Twin-Teleskope Wettzell

Seit der Inbetriebnahme der Twin-Teleskope im Jahr 2012 ist die Vermessung der Erde in einer neuen Dimension der Genauigkeit möglich. Durch die Nutzung zweier identischer Radioteleskope können VLBI-Beobachtungsreihen kontinuierlicher als zuvor durchgeführt sowie zwei Objekte gleichzeitig beobachten werden.

Einleitung

In Anlehnung an die VLBI 2010-Richtlinien wurde von einem Planungsteam die Errichtung eines Twin-Radioteleskops vorgeschlagen, das aus zwei identischen, wechselseitig und vollautomatisch betriebenen Radioteleskopen besteht. Dadurch wird es möglich, Reparatur- und Wartungsarbeiten ohne Unterbrechung der Messreihen durchzuführen.

Die Nutzung von zwei Teleskopen ist auch bei Programmen von Vorteil, bei denen gleichzeitig zwei Objekte (Quasare oder Satelliten) oder zwei Beobachtungsnetze beobachtet werden sollen. Zudem sind auch Anordnungen denkbar, bei denen Teleskope zur Vergrößerung der Reflektorfläche kombiniert werden. Der gegenüber dem RTW deutlich geringere Antennendurchmesser von 13,2 m ist ein Kompromiss aus der erforderlichen Mindestgröße von 12 m und der Forderung nach einem leichten, schnellen Teleskop, was darüber hinaus auch mit einer deutlichen Kostensenkung verbunden ist.

Das Teleskop beruht auf dem ALMA-Design, was den Konstruktionsaufwand erheblich reduziert, wobei auf einige für die Geodäsie relevanten Aspekte besonderer Wert gelegt wurde:

  • minimaler Weglängenfehler
  • extrem hohe Steifigkeit des Reflektors, der Elevationskabine und der Azimutgabel
  • spielfreie Lagerung
  • hochauflösende Hohlwellen-Encoder

Technische Daten

  • Hauptreflektor: 13,2 m
  • Ringfokus-Optik
  • f/D = 0,29
  • Weglängenfehler kleiner als 0,3 mm
  • ALMA-Montierung
  • Antriebsgeschwindigkeiten: 12°/s in Azimut und 6°/s in Elevation
  • balancierte Ausleger
  • 27-Bit-Encoder mit 0,0003° Auflösung
  • Subreflektor über ein Hexapod verstellbar

Bild zeigt den Strahlengang bei einer Ringfokus-Optik Strahlengang beim Ringfokus-Design

Die Form des Haupt- und Subreflektors entspricht einem Ringfokus-Design, das neben einer hohen Effizienz (keine Abschattung durch den Subreflektor) auch eine Verringerung der Einstrahlung von Bodenrauschen und Sonnenlicht auf das Feedhorn mit sich bringt.
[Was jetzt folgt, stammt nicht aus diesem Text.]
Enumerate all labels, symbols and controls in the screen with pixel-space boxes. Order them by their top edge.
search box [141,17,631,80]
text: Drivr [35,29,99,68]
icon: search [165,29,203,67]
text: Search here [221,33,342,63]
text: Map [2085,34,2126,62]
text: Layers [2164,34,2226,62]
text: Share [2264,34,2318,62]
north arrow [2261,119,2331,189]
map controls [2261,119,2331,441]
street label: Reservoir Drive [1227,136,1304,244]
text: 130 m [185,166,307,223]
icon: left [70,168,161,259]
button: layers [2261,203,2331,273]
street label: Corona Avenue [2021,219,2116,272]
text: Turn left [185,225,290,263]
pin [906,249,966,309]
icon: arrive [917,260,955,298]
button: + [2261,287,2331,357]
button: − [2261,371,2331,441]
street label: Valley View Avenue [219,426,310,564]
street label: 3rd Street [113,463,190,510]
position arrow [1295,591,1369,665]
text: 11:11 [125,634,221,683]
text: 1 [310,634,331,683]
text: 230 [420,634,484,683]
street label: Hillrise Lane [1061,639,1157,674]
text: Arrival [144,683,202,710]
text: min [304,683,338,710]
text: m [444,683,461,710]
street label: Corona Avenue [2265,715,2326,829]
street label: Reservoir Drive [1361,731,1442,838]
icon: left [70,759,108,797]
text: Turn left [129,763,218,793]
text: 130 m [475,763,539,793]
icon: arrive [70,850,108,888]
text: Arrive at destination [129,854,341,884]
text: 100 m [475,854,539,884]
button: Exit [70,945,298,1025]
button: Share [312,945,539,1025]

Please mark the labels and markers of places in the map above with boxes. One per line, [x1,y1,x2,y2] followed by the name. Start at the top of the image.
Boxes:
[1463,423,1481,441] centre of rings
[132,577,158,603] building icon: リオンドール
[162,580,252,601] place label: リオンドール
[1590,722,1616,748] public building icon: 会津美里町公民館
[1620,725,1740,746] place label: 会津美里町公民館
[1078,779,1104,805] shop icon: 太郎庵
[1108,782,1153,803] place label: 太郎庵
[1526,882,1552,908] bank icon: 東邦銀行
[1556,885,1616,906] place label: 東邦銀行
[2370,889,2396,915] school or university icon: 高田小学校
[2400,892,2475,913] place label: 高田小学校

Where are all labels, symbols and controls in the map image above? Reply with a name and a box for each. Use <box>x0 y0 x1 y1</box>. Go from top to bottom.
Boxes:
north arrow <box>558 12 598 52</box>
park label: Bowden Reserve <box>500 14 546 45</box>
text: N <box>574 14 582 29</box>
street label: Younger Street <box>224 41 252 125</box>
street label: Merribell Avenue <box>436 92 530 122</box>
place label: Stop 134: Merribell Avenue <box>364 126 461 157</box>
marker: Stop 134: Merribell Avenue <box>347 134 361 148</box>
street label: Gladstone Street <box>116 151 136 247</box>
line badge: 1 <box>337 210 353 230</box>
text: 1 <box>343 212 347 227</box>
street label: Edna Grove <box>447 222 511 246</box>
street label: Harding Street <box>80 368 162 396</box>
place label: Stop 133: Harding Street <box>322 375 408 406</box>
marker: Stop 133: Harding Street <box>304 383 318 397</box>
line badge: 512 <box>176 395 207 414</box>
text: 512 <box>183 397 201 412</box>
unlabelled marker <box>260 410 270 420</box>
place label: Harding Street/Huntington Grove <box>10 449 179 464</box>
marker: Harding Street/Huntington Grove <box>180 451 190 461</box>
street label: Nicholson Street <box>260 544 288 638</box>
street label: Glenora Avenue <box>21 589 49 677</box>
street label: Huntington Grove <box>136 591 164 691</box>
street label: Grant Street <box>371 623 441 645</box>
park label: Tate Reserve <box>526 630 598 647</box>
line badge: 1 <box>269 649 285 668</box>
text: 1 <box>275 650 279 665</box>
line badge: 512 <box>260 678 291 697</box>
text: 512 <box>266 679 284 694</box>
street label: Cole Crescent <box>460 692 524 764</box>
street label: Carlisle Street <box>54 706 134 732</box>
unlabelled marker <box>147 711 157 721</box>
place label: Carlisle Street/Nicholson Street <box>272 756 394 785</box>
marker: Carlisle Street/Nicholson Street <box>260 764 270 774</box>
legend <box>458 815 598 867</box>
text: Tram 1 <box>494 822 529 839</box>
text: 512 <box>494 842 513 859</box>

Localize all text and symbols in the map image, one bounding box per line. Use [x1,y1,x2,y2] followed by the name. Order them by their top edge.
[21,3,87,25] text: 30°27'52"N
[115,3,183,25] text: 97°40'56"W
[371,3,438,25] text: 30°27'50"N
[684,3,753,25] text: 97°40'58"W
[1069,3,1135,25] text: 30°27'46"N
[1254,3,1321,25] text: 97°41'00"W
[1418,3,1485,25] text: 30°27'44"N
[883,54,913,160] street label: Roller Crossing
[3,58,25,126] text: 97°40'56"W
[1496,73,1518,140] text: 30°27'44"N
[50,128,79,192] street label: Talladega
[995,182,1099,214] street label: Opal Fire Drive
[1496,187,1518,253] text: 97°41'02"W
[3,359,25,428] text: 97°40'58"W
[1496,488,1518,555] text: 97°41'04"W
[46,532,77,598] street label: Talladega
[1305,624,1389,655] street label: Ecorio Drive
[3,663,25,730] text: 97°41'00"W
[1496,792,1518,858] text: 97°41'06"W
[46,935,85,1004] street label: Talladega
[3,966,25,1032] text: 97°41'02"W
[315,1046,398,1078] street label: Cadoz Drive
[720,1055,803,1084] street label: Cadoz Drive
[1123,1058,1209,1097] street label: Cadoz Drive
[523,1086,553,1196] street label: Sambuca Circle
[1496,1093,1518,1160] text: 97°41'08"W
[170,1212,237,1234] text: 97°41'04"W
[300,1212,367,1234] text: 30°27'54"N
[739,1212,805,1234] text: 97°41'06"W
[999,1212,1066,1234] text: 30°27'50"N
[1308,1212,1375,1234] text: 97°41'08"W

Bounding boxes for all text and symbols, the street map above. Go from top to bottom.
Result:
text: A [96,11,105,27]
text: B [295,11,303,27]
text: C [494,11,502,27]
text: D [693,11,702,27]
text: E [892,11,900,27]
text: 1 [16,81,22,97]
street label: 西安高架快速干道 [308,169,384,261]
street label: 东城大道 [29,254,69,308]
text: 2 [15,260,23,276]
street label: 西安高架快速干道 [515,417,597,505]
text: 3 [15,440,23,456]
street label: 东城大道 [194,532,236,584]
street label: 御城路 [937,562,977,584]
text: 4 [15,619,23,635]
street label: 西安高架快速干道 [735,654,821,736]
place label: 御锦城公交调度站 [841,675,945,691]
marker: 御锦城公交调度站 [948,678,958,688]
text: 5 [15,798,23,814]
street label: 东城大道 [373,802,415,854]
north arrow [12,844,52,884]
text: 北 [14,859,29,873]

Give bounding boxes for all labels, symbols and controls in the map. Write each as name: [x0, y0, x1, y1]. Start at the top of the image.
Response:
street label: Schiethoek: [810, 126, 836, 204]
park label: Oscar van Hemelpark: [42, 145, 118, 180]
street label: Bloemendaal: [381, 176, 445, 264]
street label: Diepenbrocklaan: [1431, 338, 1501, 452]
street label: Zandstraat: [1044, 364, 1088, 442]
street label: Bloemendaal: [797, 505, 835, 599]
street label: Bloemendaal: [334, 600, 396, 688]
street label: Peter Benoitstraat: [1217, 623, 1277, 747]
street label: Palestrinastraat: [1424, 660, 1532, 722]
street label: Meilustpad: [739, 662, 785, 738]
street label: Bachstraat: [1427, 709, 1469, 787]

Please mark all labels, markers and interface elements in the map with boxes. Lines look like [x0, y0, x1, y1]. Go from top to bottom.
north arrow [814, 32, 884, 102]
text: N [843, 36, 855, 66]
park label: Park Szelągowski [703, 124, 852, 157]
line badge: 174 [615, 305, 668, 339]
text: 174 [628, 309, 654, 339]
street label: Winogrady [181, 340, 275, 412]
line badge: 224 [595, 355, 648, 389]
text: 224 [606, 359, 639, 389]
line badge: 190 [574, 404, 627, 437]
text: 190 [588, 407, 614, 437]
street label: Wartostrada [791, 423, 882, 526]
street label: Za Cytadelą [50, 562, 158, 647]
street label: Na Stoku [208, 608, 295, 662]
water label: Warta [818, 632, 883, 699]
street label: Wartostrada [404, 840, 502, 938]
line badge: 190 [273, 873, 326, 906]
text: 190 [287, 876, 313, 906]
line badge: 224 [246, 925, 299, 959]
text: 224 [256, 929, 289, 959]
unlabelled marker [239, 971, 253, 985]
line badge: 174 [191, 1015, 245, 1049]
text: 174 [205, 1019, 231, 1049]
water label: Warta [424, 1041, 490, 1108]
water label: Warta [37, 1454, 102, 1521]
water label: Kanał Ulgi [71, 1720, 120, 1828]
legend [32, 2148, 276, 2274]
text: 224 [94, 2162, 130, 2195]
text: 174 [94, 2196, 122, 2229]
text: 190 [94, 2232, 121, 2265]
Anforderungen aus VLBI 2010

Viele der für die Geodäsie genutzten Radioteleskope sind heute mehr als 25 Jahre alt. Da VLBI auch in Zukunft die grundlegende Technik der Geodäsie zur Laufendhaltung von globalen Bezugsrahmen der Erdvermessung bleiben wird, wurde im Jahr 2005 vom International VLBI Service for Geodesy and Astrometry (IVS) das Strategiepapier VLBI 2010: Current and Future Requirements for Geodetic VLBI Systems (PDF, 406KB) herausgegeben.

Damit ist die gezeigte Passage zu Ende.